The performance of classification, detection, and diagnosis on a test dataset. (a) A confusion matrix which shows that 95 instances of the detected cancer glands were correctly classified, while 1 was wrongly classified as normal. All 248 instances of the detected normal glands were perfectly classified. (b) A confusion matrix which shows that 96 cancer glands were detected, with 95 being correctly classified and 1 wrongly classified; 20 cancer glands were missed. A total of 248 normal glands were detected and correctly classified, while 3 normal glands were missed. (c) A confusion matrix which shows that all 14 cancer cores were correctly diagnosed as cancer; 17 out of the 18 normal images were correctly diagnosed, while 1 normal core was wrongly diagnosed as cancer. (d) Gland detection performance at three different detection confidence scores: 90%, 80%, and 70%, as indicated. The network can capture 96%, 98% and 99% of the annotated glands when its capturing confidence score is set respectively at 90%, 80%, and 99%. Blue dots indicate that the 90% confidence score exerts a highest filtering threshold and thus captures the least amount of glands.
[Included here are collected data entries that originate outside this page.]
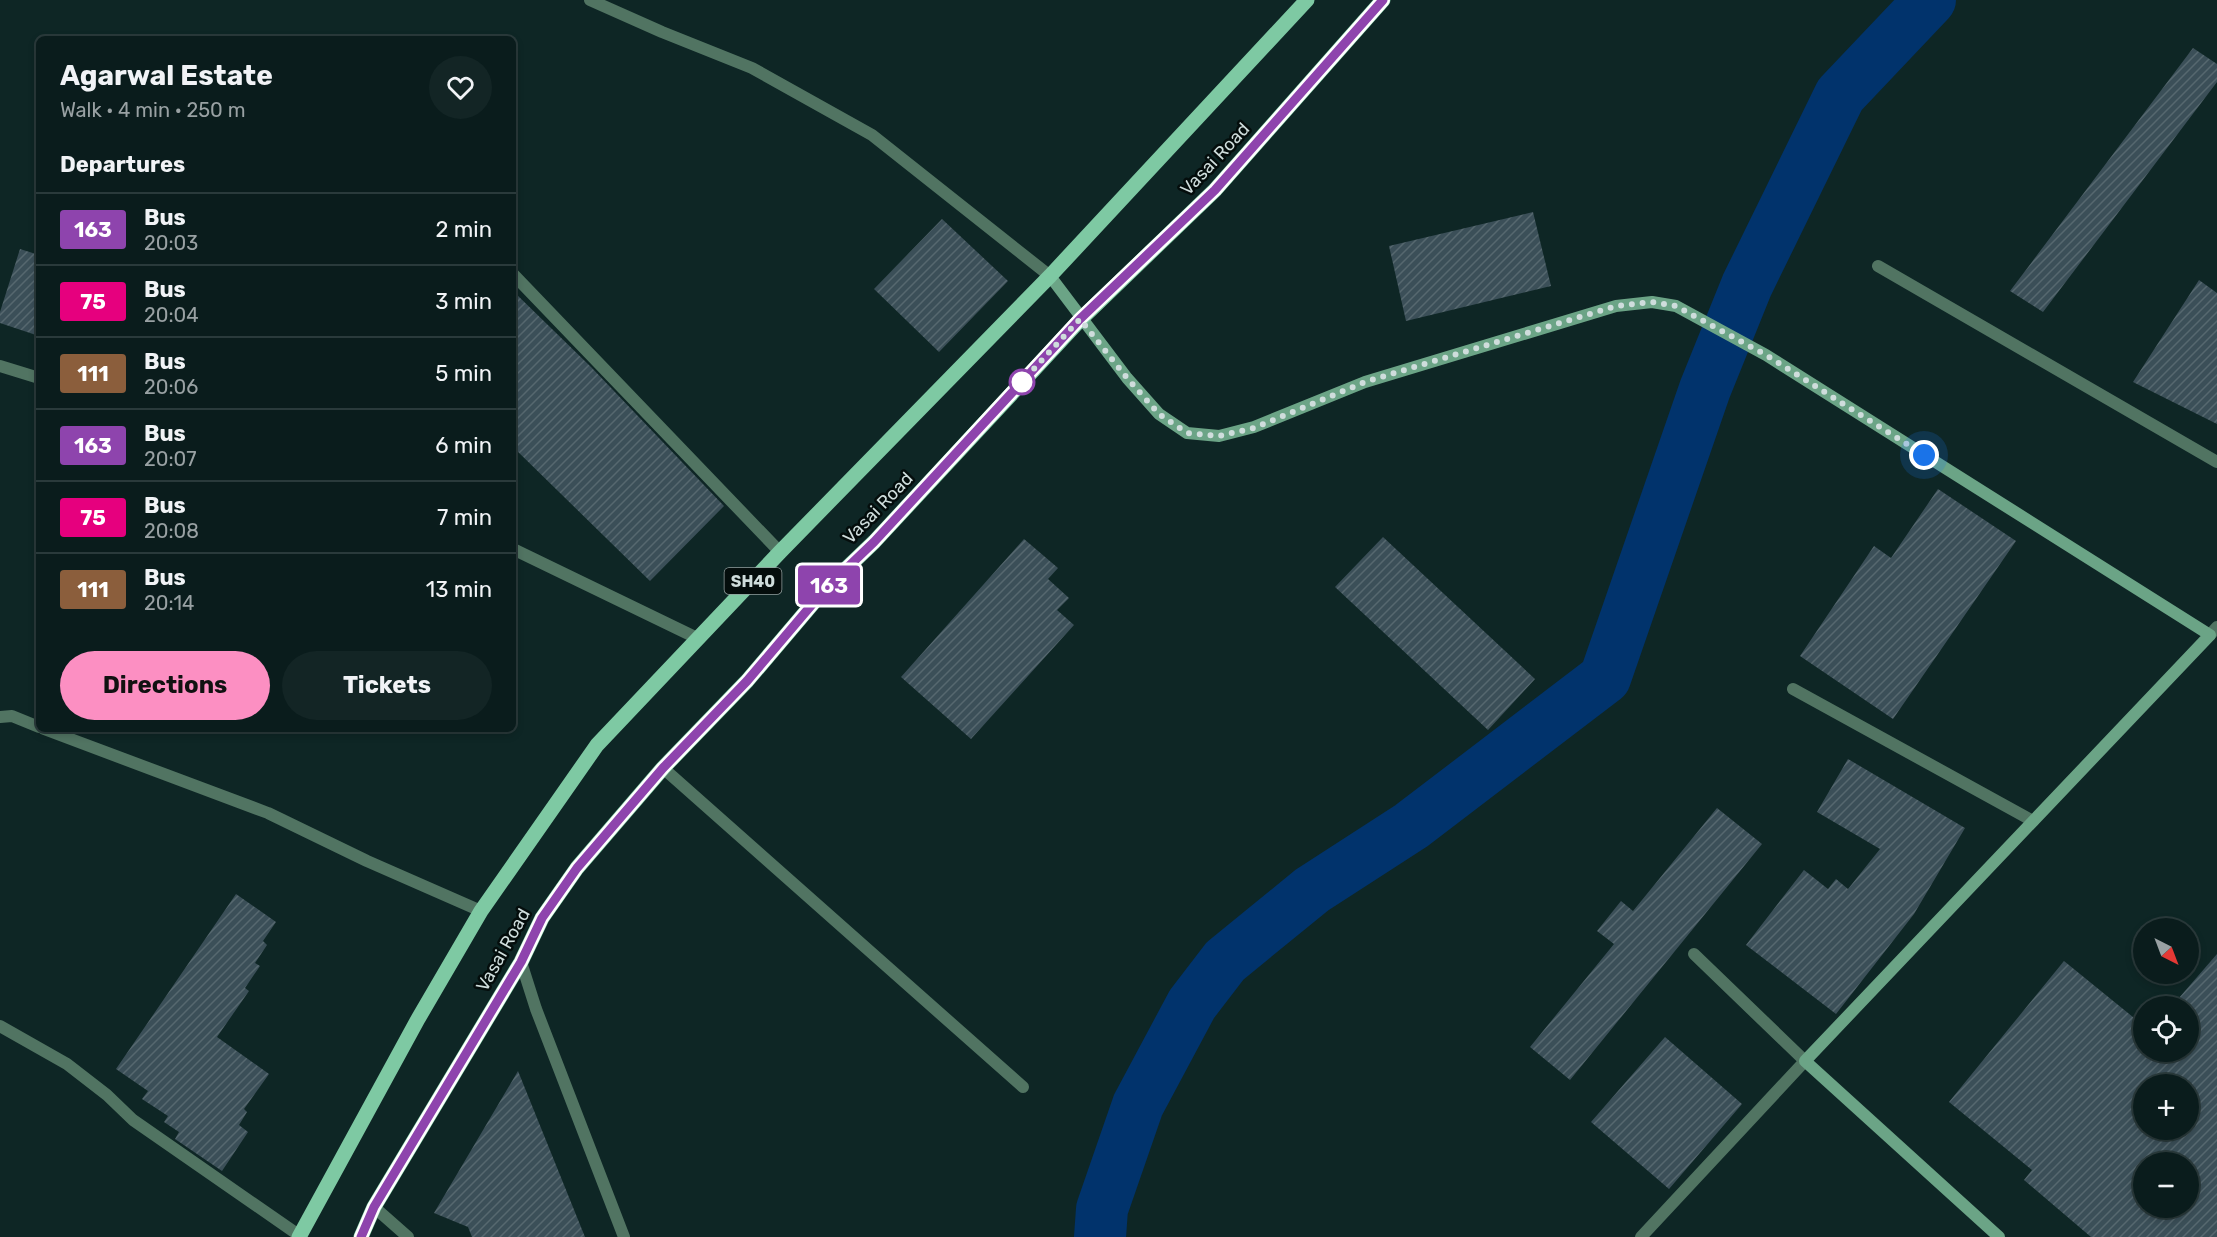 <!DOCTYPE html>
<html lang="en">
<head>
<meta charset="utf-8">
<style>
  :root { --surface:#0a1c1c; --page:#132525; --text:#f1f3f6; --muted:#99a1a3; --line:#2a3a3b; --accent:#fc8fc2 }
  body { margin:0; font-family:Rubik,sans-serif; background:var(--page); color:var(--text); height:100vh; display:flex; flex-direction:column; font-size:22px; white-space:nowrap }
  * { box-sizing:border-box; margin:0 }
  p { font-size:20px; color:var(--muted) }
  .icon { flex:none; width:33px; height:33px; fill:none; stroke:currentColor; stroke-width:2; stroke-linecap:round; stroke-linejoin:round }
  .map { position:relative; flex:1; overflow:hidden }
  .side { position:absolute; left:36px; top:36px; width:480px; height:696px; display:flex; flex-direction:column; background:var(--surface); border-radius:9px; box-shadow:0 3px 9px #0003,0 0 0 2px var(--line) }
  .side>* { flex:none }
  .badge { padding:0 12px; border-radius:4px; font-size:21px; line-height:39px }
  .needle { width:39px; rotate:138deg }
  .buttons { position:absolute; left:2133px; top:918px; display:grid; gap:12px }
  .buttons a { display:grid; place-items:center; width:66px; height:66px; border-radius:50%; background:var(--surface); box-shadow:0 3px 9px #0003,0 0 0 2px var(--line); font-size:30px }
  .you { position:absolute; width:30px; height:30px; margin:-15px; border:4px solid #fff; border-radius:50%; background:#1a73e8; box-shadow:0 0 0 9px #1a73e833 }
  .map>.badge { position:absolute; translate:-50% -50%; box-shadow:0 0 0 3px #fff }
  h2 { padding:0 24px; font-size:22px; line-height:54px }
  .round { display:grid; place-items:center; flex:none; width:63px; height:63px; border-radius:32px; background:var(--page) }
  .summary { display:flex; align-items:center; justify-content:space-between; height:102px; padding:0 24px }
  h1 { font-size:28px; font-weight:700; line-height:45px }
  .cta { display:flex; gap:12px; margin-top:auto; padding:12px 24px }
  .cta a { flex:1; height:69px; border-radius:36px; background:var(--accent); color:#111; font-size:24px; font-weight:700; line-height:69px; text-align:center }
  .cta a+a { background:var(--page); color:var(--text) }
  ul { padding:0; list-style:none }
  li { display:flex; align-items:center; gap:18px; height:72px; padding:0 24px; border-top:2px solid var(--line) }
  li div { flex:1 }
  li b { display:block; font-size:22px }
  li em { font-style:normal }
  li .badge { min-width:66px; font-weight:700; text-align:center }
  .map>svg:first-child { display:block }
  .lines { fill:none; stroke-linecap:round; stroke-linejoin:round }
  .river { stroke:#01336c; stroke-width:52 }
  .building { fill:url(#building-hatch); fill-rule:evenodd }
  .lane { stroke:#517462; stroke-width:12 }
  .street { stroke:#517462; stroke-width:12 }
  .secondary { stroke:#6ba486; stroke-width:12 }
  .primary { stroke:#7ec9a3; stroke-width:15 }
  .line-casing { stroke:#fff; stroke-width:14 }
  .line { stroke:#8e44ad; stroke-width:9 }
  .walk { stroke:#cfdddc; stroke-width:6; stroke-dasharray:0 10.8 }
  .stop-dot { fill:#fff; stroke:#8e44ad; stroke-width:3 }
  .labels { text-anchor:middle; stroke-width:5; stroke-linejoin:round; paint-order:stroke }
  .shield { fill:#040d0c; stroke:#929f9e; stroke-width:1.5 }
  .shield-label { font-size:16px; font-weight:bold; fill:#cfdddc }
  .street-label { font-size:18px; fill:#cfdddc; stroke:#040d0c }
</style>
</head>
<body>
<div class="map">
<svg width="2217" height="1237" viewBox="0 0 2217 1237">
  <defs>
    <pattern id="building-hatch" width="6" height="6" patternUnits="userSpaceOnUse" patternTransform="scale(1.5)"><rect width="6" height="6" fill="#3b4f58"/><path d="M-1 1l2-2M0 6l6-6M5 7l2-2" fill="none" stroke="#56686f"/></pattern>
  </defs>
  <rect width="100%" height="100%" fill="#0e2625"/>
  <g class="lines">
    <path class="river" d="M1100 1237 1102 1209 1138 1105 1192 1004 1225 961 1312 890 1411 826 1605 678 1705 389 1747 285 1840 95 1930 0"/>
  </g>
  <path class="building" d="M2193 48 2217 64V82L2043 312 2010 291Z
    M1533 212 1551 286 1406 321 1389 246Z
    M942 219 1008 281 939 352 874 289Z
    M20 249 39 255V336L0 323V312Z
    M2199 280 2217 293V424L2133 382Z
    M513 291 591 367 724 506 650 581 513 447Z
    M1938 489 2016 541 1893 719 1800 656 1874 546 1891 558Z
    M1383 537 1535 679 1488 730 1335 587Z
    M1024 539 1058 568 1048 579 1069 598 1057 610 1074 625 971 739 901 677Z
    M1848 759 1965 828 1914 914 1836 1014 1746 945 1804 870 1828 889 1836 879 1848 889 1880 849 1817 812Z
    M1717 808 1762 844 1570 1080 1530 1047 1614 944 1597 931 1621 901 1633 911Z
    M236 894 276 922 263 941 267 945 255 963 260 966 245 988 249 991 217 1037 269 1074 244 1109 247 1112 239 1125 248 1132 222 1171 175 1139 179 1132 164 1122 168 1116 142 1099 148 1091 116 1069Z
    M2217 954V1237H2091L2024 1180 2032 1170 1949 1102 2064 961 2144 1026V1052H2188V1006H2172ZM2144 1084H2188V1130H2144ZM2144 1162H2188V1208H2144Z
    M1665 1037 1742 1104 1669 1189 1591 1122Z
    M518 1071 585 1237H472L468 1227 434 1213Z"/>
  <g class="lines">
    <path class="lane" d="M513 274 780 552
      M663 768 1023 1087
      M521 962 536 1009 624 1237"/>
    <path class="street" d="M590 0 662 32 752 68 872 135 1050 276
      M1878 266 2217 462
      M0 366 39 378
      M513 549 699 639
      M2210 635 2217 627
      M1793 689 2033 821
      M0 717 12 716 39 727
      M44 729 268 813 367 861 481 911
      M0 1026 67 1064 107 1095 133 1120 300 1236
      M374 1207 408 1237
      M1641 1237 1805 1061 1694 954"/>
    <path class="secondary" d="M1050 276 1127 378 1159 414 1187 433 1219 436 1254 427 1365 382 1616 306 1652 302 1676 306 1766 355 2210 635 1805 1061 1999 1237"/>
    <path class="primary" d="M299 1237 418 1019 481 911 597 745 780 552 1050 276 1307 0
      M361 1237 374 1207 521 962 542 918 577 868 663 768 747 681 826 588 874 542 1081 319 1215 190 1383 0"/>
  </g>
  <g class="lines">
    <g class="line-casing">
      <path id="line" d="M361 1237 374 1207 521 962 542 918 577 868 663 768 747 681 826 588 874 542 1080 319 1215 190 1383 0"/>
    </g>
    <use href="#line" class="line"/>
    <path class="walk" d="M1022 382 1017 387 1080 319 1127 378 1159 414 1187 433 1219 436 1254 428 1365 382 1616 306 1652 302 1676 306 1766 355 1924 455"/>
  </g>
  <circle class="stop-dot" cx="1022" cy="382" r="12"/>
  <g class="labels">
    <rect class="shield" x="724.5" y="568" width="57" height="26" rx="4.5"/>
    <g class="shield-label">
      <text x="753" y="587">SH40</text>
    </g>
    <g class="street-label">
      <text transform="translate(1215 159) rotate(-47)" y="6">Vasai Road</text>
      <text transform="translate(878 508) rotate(-46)" y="6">Vasai Road</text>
      <text transform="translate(503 950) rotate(-61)" y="6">Vasai Road</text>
    </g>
  </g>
</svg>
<div class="buttons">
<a><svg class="needle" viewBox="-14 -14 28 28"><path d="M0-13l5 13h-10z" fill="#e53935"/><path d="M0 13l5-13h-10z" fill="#99a1a3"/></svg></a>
<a><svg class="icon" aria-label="locate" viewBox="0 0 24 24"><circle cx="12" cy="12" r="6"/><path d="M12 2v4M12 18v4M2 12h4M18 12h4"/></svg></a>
<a>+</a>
<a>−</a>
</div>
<div class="you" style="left:1924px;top:455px"></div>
<b class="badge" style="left:829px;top:585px;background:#8e44ad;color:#fff">163</b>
<section class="side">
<div class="summary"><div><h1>Agarwal Estate</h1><p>Walk · 4 min · 250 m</p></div><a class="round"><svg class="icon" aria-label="heart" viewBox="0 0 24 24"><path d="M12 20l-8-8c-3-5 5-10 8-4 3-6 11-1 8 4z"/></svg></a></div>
<h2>Departures</h2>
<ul>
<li><span class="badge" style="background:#8e44ad;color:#fff">163</span><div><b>Bus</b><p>20:03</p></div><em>2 min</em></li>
<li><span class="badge" style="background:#e6007e;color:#fff">75</span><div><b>Bus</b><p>20:04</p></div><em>3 min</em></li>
<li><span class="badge" style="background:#8b5e3c;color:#fff">111</span><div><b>Bus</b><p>20:06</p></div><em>5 min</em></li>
<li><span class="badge" style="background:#8e44ad;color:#fff">163</span><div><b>Bus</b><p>20:07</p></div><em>6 min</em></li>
<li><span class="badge" style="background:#e6007e;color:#fff">75</span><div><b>Bus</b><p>20:08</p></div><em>7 min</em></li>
<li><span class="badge" style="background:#8b5e3c;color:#fff">111</span><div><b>Bus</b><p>20:14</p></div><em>13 min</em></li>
</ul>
<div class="cta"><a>Directions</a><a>Tickets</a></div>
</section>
</div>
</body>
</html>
The orange dots indicate that the 80% confidence score exerts a lower filtering threshold and thus captures a bit more glands. The green dots indicate that the 70% confidence score exerts the lowest filtering threshold and thus captures the highest amount of glands among the three filters.

Figure 6

Gland capturing performances at three training epochs. The network’s gland classification performance is shown at three different training epochs, the 50th, 100th, and 390th, as indicated. The AUC (area under the ROC curve) is 0.87, 0.90, and 0.91, respectively.